Load pretrained embedding metrics of words in word_dict

Parameters:
  • path_emb (string) – Folder path of downloaded glove file
  • word_dict (dict) – word dictionary
  • word_embedding_dim – dimention of word embedding vectors
Returns:

pretrained word embedding metrics, words can be found in glove files

Return type:

numpy.ndarray, list

recommenders.datasets.mind.read_clickhistory(path, filename)[source]

Read click history file

Parameters:
  • path (str) – Folder path
  • filename (str) – Filename
Returns:

  • A list of user session with user_id, clicks, positive and negative interactions.
  • A dictionary with user_id click history.

Return type:

list, dict

recommenders.datasets.mind.word_tokenize(sent)[source]

Tokenize a sententence

Parameters:sent – the sentence need to be tokenized
Returns:words in the sentence
Return type:list

MovieLens

The MovieLens datasets, first released in 1998, describe people’s expressed preferences for movies. These preferences take the form of <user, item, rating, timestamp> tuples, each the result of a person expressing a preference (a 0-5 star rating) for a movie at a particular time.

It comes with several sizes:

  • MovieLens 100k: 100,000 ratings from 1000 users on 1700 movies.
  • MovieLens 1M: 1 million ratings from 6000 users on 4000 movies.
  • MovieLens 10M: 10 million ratings from 72000 users on 10000 movies.
  • MovieLens 20M: 20 million ratings from 138000 users on 27000 movies
Citation:F. M. Harper and J. A. Konstan. “The MovieLens Datasets: History and Context”. ACM Transactions on Interactive Intelligent Systems (TiiS) 5, 4, Article 19, DOI=http://dx.doi.org/10.1145/2827872, 2015.
class recommenders.datasets.movielens.MockMovielensSchema[source]

Mock dataset schema to generate fake data for testing purpose. This schema is configured to mimic the Movielens dataset

https://files.grouplens.org/datasets/movielens/ml-100k/

Dataset schema and generation is configured using pandera. Please see https://pandera.readthedocs.io/en/latest/schema_models.html for more information.

class Config
classmethod get_df(size: int = 3, seed: int = 100, keep_first_n_cols: Optional[int] = None, keep_title_col: bool = False, keep_genre_col: bool = False) → pandas.core.frame.DataFrame[source]

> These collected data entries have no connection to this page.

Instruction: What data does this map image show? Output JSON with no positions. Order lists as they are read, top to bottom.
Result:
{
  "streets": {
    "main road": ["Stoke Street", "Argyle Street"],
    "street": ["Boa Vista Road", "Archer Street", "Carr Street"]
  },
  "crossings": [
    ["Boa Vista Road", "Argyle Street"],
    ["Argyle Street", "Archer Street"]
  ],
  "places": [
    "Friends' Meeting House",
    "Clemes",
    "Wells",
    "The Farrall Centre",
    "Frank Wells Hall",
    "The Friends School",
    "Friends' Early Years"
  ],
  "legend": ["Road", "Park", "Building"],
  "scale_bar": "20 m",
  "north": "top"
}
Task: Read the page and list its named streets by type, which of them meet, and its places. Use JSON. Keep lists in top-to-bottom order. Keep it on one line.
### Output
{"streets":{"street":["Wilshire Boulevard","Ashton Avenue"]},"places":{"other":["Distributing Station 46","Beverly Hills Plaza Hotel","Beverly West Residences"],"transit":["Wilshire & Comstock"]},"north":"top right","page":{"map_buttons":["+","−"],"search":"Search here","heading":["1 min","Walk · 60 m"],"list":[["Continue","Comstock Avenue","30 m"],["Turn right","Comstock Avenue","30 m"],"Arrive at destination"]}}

Return fake movielens dataset as a Pandas Dataframe with specified rows.

Parameters:
  • size (int) – number of rows to generate
  • seed (int, optional) – seeding the pseudo-number generation. Defaults to 100.
  • keep_first_n_cols (int, optional) – keep the first n default movielens columns.
  • keep_title_col (bool) – remove the title column if False. Defaults to True.
  • keep_genre_col (bool) – remove the genre column if False. Defaults to True.
Returns:

a mock dataset

Return type:

pandas.DataFrame

classmethod get_spark_df(spark, size: int = 3, seed: int = 100, keep_title_col: bool = False, keep_genre_col: bool = False, tmp_path: Optional[str] = None)[source]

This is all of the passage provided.